OTTAWA — People's Party Leader Maxime Bernier launched a full-throated attack on Erin O'Toole Monday, accusing the newly minted Conservative leader of wearing a "true blue" mask during the leadership campaign and warning that he is really "Liberal-lite."
The assault on O'Toole's conservative credentials came only hours after the former military officer, lawyer and cabinet minister won the Conservative leadership by defeating his main rival Peter MacKay on the third ballot.
O'Toole's victory came with support from many of the party's social conservatives who had backed the other two candidates in the race, Leslyn Lewis and Derek Sloan. Bernier suggested those supporters will ultimately be disappointed with O'Toole.
"He put on a 'true blue' mask only for strategic reasons: to be the second choice of the less well-known candidates, Leslyn Lewis and Derek Sloan," Bernier said about O'Toole during a news conference in Ottawa.
"But I have a message for the supporters of these candidates: Don't be fooled. He got what he wanted. Now that he is the leader, the mask will fall. He will take your support for granted."
Bernier went on to suggest that after running a leadership campaign aimed at winning support from social conservatives, O'Toole would shift directions and try to steal votes from the Liberals by proposing more centrist policies.
"On every major issue, the Conservative party under Erin O'Toole will be just like the Liberals," Bernier said. "What else can be expected from the leader of the Liberal-lite party?"

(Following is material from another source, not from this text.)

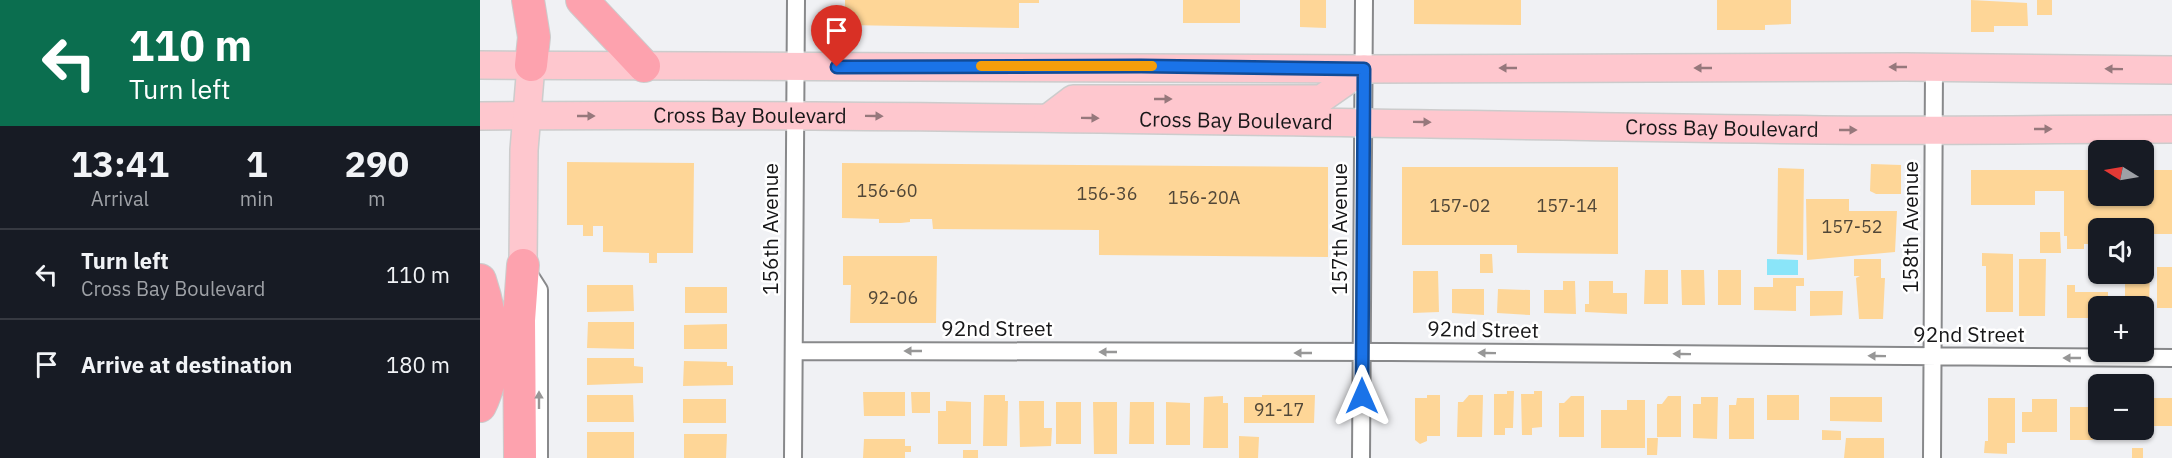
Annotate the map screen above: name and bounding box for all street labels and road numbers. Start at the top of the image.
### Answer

Bernier previously ran against O'Toole in the Conservative leadership race in 2017. It was won by Andrew Scheer, with Bernier coming a close second before he left the Tories to form his own right-wing party.

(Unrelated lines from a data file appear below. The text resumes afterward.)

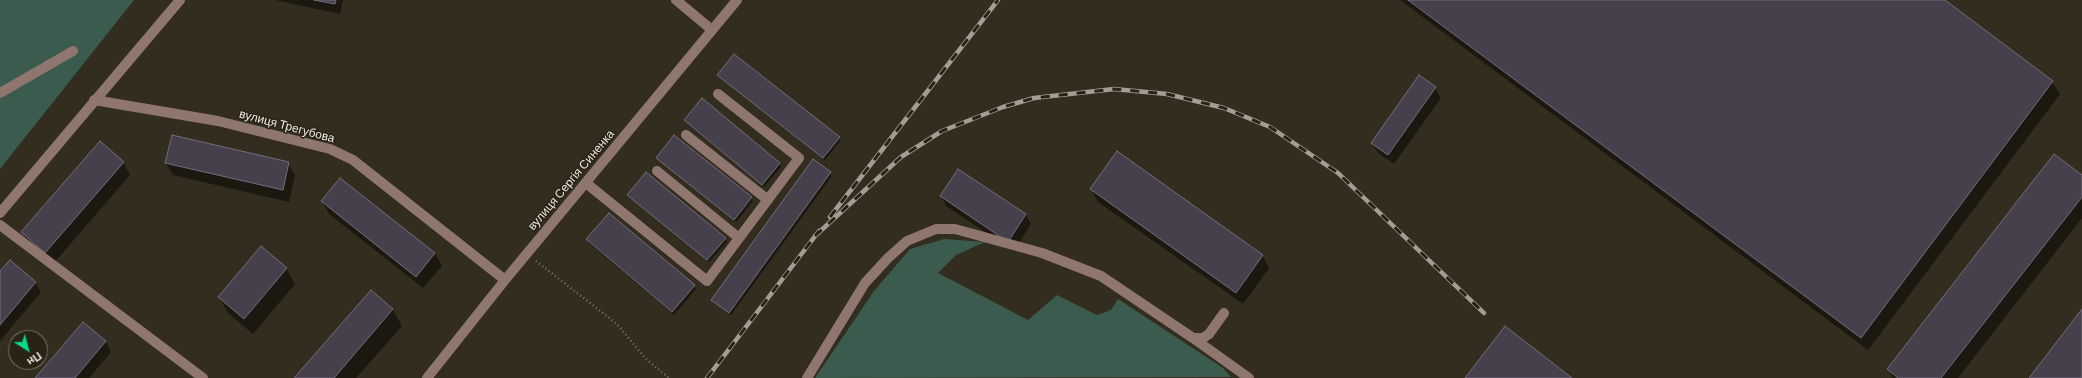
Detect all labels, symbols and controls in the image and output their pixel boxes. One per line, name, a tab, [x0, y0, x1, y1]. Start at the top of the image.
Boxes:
street label: вулиця Трегубова	[238, 106, 336, 146]
street label: вулиця Сергія Синенка	[525, 127, 617, 233]
north arrow	[8, 330, 48, 370]
text: Пн	[25, 350, 44, 369]

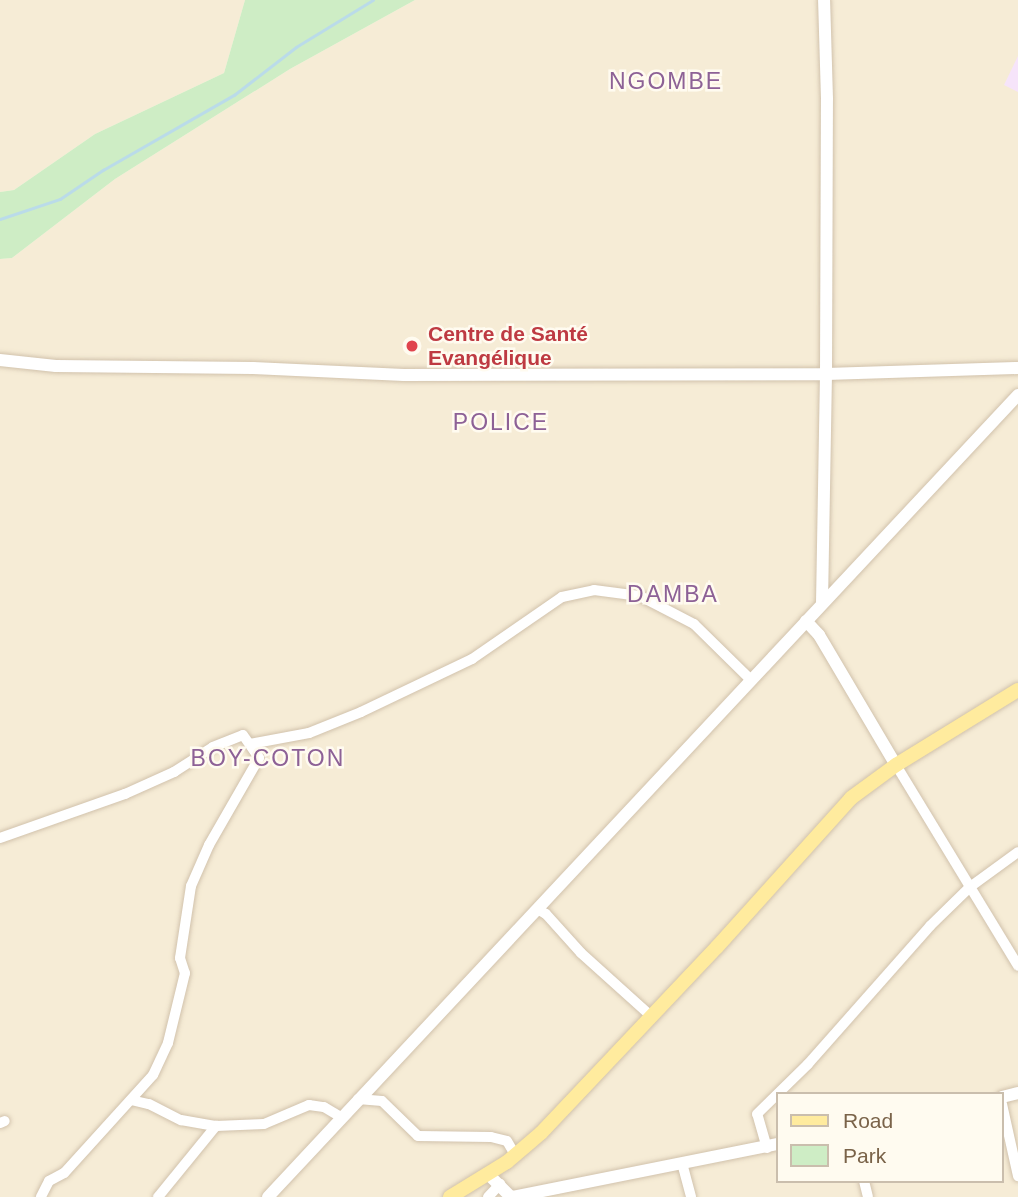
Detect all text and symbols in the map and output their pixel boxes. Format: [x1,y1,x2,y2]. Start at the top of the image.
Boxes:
district label: NGOMBE [610,67,722,95]
place label: Centre de Santé Evangélique [428,321,588,371]
marker: Centre de Santé Evangélique [402,336,422,356]
district label: POLICE [454,408,548,436]
district label: DAMBA [628,580,718,608]
district label: BOY-COTON [192,744,344,772]
legend [776,1092,1004,1183]
text: Road [843,1109,893,1132]
text: Park [843,1144,886,1167]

The People's Party was subsequently shut out in the 2019 federal election and Bernier lost his own Quebec seat. He nonetheless insisted Monday that his party would be ready for a fall election, noting it had raised about $2 million from donors last year.
Bernier used Monday's news conference to specifically stump for support among Canadian conservatives, touting his party's anti-immigrant policies and climate-change skepticism as well as its fiscal conservatism without mentioning COVID-19.
There has been some criticism of Bernier and the People's Party, which still does not have a constitution despite having registered as a political party in January 2019. Bernier promised a constitution would be in place by the end of the year.
He also dismissed a question about the People's Party splitting votes on the right.